### EXERCISE PROMPT
Nothing but the lines holding the string "lineJoin" should appear in the answer. Copy them from the entries.

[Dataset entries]
----

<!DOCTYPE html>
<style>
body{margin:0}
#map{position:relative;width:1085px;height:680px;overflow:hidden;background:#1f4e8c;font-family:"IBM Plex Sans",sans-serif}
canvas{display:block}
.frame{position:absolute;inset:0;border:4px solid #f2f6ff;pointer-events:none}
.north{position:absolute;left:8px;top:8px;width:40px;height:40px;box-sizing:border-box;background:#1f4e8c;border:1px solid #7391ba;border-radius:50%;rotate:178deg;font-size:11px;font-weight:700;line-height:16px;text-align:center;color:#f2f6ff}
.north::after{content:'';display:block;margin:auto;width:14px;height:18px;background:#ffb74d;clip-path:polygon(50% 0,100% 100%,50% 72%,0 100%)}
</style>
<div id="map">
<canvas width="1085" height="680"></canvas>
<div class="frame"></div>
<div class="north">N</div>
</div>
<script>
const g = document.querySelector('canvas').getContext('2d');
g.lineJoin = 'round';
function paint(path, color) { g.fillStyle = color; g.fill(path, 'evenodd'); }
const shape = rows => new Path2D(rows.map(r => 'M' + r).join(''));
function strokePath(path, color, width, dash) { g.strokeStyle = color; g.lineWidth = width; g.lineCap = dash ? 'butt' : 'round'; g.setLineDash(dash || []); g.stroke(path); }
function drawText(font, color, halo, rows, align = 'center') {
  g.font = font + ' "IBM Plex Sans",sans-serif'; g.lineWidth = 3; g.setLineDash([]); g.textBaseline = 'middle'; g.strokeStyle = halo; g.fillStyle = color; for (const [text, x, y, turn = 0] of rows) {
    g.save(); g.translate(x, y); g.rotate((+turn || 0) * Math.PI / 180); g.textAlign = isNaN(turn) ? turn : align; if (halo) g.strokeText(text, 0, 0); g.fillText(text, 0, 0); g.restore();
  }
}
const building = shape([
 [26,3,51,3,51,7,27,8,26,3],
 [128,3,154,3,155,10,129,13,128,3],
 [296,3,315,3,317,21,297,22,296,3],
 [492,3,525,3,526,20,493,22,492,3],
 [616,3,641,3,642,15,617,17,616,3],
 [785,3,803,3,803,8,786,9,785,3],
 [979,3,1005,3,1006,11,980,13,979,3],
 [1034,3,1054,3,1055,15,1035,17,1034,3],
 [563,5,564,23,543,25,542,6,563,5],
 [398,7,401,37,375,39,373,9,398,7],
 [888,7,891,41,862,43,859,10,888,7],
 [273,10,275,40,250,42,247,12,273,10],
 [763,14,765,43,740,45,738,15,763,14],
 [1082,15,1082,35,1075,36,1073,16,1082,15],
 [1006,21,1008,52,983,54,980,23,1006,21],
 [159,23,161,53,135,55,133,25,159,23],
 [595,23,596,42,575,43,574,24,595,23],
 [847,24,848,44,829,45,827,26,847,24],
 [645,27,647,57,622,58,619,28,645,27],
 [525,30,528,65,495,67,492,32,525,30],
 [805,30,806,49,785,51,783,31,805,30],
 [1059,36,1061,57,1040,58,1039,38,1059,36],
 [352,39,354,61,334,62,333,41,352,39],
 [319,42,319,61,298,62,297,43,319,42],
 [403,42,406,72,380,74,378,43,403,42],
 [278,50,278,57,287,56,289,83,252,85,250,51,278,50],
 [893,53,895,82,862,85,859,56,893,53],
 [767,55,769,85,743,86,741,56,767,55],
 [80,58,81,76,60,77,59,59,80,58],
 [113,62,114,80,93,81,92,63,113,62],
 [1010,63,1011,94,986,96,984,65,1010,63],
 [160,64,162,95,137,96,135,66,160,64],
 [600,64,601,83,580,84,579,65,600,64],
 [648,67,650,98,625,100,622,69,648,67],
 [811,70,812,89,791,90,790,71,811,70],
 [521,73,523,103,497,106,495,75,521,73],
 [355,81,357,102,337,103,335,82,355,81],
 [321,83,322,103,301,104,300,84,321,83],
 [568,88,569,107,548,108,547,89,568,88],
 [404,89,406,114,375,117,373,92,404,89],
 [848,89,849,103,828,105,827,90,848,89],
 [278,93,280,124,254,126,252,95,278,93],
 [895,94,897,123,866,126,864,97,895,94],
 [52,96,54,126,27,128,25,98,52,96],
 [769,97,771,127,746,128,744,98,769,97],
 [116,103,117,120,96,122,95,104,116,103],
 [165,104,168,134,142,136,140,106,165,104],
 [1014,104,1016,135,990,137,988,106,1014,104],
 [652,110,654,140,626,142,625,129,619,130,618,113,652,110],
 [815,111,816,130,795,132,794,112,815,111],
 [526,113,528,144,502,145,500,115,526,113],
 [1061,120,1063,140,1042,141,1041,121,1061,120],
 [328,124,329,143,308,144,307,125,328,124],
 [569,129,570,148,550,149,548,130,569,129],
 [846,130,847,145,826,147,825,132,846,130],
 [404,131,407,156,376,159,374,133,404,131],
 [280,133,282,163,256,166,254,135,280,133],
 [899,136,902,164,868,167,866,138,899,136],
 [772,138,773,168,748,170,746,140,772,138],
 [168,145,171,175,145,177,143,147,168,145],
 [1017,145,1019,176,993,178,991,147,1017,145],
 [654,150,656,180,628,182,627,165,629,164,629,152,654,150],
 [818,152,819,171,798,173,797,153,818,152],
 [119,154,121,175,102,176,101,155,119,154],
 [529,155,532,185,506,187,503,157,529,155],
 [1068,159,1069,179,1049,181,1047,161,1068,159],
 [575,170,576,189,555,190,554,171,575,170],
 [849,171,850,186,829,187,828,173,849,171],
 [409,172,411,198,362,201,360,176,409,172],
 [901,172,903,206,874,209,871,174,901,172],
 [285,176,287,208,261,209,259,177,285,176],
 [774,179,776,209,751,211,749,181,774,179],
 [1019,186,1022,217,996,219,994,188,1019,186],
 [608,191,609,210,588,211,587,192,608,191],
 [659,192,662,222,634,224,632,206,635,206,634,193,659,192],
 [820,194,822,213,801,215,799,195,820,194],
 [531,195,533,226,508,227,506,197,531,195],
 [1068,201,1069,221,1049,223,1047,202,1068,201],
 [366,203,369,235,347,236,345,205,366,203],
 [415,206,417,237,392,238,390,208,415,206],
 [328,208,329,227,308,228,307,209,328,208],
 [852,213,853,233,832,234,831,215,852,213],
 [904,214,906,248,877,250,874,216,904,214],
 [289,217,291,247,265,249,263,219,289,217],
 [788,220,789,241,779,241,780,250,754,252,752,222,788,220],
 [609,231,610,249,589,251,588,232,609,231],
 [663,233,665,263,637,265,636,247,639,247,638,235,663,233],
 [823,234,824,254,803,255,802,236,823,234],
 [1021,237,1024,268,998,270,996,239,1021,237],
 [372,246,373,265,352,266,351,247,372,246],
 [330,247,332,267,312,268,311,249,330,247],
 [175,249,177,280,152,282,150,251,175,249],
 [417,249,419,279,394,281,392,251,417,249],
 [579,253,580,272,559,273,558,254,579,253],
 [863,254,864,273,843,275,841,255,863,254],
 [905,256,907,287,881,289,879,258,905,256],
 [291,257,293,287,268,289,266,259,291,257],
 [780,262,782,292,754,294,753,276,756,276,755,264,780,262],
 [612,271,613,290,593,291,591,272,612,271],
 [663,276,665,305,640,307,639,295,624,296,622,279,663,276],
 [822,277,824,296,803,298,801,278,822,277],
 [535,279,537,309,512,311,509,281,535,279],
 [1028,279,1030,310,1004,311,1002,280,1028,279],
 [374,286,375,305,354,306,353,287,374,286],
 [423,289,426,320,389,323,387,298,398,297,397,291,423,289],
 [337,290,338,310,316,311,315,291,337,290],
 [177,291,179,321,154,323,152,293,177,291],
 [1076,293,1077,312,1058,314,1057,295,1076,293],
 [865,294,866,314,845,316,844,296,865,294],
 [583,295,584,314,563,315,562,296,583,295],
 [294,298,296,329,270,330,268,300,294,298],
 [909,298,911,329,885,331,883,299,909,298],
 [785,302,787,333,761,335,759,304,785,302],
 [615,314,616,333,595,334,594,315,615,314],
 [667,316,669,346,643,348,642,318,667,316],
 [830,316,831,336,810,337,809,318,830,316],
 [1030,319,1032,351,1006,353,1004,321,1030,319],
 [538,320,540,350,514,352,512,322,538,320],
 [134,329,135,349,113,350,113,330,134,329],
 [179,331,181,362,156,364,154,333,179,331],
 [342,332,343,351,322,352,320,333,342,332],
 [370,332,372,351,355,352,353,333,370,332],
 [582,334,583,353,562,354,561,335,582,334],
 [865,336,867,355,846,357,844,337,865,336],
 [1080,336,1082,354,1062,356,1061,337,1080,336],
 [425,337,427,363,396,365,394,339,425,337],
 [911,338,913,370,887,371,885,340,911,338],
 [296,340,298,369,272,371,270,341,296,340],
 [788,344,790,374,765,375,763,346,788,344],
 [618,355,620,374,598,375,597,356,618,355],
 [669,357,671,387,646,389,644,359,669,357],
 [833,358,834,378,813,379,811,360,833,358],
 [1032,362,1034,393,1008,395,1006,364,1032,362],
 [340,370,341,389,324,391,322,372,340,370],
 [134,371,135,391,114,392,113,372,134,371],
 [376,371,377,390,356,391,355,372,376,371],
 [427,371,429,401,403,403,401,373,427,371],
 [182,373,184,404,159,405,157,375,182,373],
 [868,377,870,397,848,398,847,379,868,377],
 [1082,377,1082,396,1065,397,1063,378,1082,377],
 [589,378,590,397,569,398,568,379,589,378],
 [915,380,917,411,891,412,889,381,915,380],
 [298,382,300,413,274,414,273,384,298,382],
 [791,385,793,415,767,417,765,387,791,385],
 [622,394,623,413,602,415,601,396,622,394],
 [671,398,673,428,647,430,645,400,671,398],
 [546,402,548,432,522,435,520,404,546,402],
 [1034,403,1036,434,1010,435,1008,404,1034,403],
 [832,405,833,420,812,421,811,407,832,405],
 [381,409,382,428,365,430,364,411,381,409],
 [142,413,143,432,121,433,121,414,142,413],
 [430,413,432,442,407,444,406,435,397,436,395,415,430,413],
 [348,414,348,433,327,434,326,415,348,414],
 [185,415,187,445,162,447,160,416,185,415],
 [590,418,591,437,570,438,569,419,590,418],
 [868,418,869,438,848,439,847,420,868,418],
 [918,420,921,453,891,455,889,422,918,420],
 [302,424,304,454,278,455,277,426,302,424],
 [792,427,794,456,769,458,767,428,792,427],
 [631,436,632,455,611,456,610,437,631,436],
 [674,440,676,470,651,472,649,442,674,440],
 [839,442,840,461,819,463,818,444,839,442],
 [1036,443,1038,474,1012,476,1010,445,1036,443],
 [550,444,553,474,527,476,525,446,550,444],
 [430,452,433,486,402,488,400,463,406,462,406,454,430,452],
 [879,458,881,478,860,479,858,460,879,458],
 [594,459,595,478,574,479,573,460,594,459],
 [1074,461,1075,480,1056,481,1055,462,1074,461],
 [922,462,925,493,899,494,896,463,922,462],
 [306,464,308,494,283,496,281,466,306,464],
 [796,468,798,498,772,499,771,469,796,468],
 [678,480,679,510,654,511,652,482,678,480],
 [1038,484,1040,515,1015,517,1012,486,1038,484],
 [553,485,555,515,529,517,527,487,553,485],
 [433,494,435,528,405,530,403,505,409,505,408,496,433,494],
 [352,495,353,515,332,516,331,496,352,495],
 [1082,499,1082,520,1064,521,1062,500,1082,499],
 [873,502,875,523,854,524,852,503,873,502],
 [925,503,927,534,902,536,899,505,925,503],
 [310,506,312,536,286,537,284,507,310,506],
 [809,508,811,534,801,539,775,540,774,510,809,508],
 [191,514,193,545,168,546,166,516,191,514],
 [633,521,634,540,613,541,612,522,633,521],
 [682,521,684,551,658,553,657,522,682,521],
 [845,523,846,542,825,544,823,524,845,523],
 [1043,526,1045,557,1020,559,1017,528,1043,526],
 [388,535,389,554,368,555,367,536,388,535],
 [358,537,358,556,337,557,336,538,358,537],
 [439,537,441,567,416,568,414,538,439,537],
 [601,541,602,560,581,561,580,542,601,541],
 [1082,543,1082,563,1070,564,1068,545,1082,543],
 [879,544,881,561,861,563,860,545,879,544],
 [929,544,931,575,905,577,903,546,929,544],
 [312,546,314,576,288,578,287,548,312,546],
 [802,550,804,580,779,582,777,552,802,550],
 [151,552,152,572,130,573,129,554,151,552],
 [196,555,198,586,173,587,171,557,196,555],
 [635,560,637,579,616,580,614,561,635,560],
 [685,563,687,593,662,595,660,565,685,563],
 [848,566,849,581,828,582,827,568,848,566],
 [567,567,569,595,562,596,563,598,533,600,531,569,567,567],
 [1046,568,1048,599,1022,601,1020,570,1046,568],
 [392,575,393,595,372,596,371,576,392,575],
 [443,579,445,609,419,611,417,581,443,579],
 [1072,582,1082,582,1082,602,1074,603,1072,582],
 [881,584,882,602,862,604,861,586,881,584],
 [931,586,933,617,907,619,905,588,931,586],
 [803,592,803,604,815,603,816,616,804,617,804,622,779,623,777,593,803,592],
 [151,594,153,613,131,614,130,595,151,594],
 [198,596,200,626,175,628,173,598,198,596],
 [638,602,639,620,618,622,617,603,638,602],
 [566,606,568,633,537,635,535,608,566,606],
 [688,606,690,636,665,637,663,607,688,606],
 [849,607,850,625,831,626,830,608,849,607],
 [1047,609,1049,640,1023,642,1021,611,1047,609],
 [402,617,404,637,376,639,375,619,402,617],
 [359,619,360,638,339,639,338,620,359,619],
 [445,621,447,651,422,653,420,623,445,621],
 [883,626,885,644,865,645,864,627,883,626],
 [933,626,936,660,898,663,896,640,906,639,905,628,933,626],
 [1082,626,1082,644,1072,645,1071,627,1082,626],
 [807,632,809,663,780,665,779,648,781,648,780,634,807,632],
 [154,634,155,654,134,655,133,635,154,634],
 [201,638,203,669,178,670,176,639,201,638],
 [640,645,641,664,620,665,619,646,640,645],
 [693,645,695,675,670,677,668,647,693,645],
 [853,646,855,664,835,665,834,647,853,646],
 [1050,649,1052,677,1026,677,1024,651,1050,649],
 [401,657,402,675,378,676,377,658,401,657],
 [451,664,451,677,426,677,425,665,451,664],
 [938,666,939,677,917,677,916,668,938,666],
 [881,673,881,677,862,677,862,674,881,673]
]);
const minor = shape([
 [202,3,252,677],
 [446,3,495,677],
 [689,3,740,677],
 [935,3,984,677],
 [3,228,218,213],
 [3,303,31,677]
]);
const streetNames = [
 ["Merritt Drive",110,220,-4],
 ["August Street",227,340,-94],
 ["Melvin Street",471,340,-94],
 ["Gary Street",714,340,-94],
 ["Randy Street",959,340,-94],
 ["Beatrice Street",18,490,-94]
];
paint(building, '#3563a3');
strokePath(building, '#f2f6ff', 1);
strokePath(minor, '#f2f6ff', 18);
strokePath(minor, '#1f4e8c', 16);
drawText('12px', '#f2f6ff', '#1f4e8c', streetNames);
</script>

----

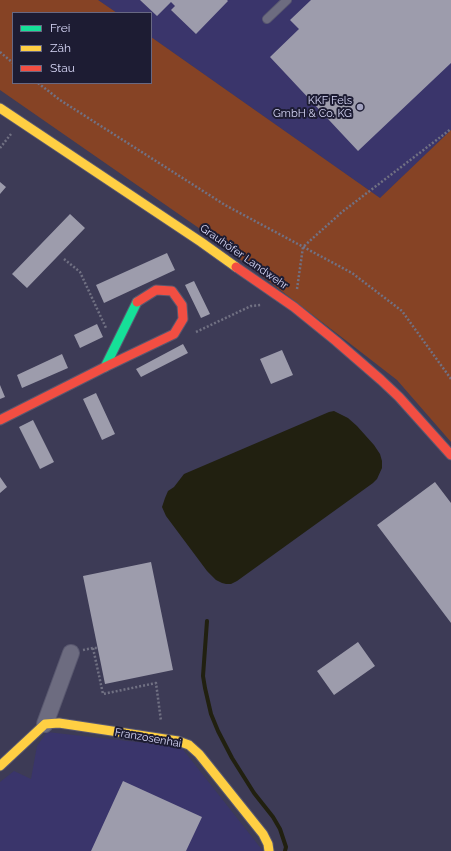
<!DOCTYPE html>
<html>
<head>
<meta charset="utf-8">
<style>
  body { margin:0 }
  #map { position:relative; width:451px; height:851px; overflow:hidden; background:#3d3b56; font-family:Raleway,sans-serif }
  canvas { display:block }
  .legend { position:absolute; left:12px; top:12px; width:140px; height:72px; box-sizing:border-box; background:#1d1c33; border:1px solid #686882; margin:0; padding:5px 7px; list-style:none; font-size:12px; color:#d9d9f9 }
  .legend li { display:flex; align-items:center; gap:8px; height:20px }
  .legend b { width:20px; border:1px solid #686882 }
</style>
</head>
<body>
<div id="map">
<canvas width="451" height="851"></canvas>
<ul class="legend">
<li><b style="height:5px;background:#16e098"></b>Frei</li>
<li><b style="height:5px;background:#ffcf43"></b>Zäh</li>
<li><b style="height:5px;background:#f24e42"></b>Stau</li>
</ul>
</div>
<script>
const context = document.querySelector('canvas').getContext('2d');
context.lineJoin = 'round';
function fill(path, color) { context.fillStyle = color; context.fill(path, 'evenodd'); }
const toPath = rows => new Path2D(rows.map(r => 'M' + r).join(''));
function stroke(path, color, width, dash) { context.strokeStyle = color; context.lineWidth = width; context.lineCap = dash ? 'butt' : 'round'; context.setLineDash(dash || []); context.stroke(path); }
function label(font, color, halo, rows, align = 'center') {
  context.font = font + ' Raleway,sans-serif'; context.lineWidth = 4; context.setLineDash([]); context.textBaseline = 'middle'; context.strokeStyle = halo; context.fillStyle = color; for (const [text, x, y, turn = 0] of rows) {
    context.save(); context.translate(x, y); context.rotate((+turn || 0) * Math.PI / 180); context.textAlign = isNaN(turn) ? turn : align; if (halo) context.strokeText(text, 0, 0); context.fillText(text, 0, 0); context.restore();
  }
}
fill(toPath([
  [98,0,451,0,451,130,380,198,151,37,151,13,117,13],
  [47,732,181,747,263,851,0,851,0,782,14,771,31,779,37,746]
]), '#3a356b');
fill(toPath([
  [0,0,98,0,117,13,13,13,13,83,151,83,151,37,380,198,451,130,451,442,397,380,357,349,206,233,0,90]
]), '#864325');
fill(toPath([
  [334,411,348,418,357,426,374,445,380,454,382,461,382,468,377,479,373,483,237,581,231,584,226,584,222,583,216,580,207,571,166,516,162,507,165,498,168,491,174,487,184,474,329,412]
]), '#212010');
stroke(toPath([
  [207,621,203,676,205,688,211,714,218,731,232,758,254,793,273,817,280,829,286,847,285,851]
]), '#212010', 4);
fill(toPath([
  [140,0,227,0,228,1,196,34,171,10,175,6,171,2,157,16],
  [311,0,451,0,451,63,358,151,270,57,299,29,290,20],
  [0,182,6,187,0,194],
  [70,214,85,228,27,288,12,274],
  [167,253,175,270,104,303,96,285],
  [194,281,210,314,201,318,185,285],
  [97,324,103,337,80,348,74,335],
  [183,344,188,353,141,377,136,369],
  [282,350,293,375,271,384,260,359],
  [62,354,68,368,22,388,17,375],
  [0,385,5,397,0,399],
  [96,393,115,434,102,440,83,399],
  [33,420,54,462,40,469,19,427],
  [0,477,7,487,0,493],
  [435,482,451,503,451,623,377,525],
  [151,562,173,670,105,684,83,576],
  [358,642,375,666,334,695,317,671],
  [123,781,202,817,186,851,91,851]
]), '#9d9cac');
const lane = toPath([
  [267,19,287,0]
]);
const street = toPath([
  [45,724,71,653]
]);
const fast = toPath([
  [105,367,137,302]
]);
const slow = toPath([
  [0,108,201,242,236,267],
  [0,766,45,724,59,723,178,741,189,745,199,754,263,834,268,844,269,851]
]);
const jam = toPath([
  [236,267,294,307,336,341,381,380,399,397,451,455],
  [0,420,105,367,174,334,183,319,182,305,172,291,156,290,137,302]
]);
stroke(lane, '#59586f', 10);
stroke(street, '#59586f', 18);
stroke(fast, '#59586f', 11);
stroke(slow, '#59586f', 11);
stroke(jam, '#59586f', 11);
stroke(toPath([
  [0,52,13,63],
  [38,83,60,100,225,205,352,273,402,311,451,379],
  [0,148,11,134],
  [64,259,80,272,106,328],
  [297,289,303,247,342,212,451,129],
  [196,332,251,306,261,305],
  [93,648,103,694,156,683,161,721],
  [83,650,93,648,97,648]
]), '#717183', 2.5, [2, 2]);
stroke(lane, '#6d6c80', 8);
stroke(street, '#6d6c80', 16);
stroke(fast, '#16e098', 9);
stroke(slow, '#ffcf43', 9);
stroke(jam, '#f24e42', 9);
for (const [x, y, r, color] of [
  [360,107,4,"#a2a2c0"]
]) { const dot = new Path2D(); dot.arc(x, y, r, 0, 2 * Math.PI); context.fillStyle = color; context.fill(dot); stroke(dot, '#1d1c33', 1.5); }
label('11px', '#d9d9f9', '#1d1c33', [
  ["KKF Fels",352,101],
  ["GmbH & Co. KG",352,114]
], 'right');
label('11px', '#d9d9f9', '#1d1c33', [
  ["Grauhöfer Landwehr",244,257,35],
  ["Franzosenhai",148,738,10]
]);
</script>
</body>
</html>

----

### COMPLETED TASK
g.lineJoin = 'round';
context.lineJoin = 'round';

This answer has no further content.